Errors were also assigned in this court in the charge thus given to the jury.

Chew, for the plaintiff in error, cited 1 Starkie, 357. 359. 371. 373. Dennis v. Barber, 6 Serg. & Rawle, 420. Patton's Adm'r. v. Ash, 7 Serg. & Rawle, 116. Campbell v. Wallace, 3 Yeates, 271. M'Kee v. Reiff, 4 Yeates, 340. Whart. Dig. 303. no. 375. Smedes v. Utica Bank, 20. John. Rep. 372. 3 Cow. 662. United States v. Barker's adm'x. 4 Wash. C. C. Rep. 469. 12 Wheat. 559.
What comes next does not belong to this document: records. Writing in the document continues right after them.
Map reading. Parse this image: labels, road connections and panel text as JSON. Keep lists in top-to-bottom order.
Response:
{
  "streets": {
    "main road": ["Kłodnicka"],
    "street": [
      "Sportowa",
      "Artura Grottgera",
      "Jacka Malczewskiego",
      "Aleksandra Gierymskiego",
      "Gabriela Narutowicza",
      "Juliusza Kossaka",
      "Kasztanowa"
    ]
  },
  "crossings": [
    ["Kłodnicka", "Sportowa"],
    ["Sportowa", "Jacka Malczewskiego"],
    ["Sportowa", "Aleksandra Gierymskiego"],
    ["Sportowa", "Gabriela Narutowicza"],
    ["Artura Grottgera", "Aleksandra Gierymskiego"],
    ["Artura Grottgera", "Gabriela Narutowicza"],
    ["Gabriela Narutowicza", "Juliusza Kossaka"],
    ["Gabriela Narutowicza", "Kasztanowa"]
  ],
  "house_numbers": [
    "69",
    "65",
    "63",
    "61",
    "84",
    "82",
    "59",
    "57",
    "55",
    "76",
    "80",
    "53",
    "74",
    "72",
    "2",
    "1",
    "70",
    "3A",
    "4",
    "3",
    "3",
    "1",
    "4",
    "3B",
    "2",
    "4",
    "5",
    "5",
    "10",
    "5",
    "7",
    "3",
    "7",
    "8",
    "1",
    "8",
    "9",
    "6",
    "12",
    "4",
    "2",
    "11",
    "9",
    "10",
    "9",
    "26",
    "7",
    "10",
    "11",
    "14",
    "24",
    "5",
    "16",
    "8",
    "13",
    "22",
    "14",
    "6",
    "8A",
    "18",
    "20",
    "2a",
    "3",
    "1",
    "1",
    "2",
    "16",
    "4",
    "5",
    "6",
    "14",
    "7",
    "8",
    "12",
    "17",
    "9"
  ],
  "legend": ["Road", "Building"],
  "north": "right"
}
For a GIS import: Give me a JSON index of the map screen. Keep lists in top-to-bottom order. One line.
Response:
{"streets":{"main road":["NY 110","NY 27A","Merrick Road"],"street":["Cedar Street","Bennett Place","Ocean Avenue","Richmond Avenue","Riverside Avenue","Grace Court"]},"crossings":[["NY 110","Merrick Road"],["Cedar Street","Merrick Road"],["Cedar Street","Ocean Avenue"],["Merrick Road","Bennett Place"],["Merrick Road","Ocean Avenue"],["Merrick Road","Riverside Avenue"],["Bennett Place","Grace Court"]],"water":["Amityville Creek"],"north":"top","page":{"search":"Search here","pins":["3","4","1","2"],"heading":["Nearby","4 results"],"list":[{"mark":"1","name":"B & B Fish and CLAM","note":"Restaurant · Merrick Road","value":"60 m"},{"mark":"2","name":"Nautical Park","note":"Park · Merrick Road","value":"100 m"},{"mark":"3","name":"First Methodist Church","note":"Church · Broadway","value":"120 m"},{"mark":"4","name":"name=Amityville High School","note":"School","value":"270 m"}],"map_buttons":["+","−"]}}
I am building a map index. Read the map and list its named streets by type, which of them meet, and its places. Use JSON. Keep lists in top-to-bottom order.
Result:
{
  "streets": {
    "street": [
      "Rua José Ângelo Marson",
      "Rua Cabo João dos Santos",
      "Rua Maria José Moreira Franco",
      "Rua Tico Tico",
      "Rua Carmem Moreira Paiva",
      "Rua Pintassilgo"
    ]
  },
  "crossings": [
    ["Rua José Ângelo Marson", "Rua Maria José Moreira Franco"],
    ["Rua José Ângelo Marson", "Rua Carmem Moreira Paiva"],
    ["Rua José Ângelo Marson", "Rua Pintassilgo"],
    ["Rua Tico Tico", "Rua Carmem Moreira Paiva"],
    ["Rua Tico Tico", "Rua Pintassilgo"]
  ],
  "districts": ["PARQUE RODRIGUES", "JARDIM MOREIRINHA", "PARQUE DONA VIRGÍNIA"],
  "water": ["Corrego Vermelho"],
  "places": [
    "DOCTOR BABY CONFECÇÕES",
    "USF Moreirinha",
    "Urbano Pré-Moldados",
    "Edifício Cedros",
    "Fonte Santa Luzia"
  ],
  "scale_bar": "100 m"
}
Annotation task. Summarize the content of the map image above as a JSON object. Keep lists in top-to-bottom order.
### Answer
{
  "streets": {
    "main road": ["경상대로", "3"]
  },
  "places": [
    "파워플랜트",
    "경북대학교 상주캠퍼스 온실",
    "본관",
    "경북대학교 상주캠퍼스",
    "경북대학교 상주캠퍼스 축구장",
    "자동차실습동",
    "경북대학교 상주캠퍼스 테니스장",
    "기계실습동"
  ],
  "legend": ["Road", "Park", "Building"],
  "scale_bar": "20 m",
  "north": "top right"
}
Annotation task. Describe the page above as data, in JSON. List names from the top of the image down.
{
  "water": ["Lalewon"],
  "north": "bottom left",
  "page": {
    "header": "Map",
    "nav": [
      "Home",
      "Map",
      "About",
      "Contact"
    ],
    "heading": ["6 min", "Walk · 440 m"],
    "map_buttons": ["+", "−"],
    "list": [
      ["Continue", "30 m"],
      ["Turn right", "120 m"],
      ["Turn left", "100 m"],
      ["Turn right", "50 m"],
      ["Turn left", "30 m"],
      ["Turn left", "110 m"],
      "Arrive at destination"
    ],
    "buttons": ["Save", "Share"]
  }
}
W. M. Meredith, for the defendant in error, cited 2 Phill. Ev. 19, 20. Smith v. Bank of Washington, 5 Serg. & Rawle, 322. Stewart v. Allison, 6 Serg. & Rawle, 329. 6 Wheat. 104. 13 John. Rep. 470. 3 Pick. 180. Leazure v. Hillegas, 7 Serg. & Rawle, 320. Williams v. Smith, 2 Barn. & Ald. 501. 1 Chitty on Bills, 279.

OPINION

ROGERS J.

The possession of the note was prima facie, sufficient to entitle the plaintiff to recover; and we fully agree with the District Court, that no circumstances of suspicion were exhibited, which would make it necessary to prove the...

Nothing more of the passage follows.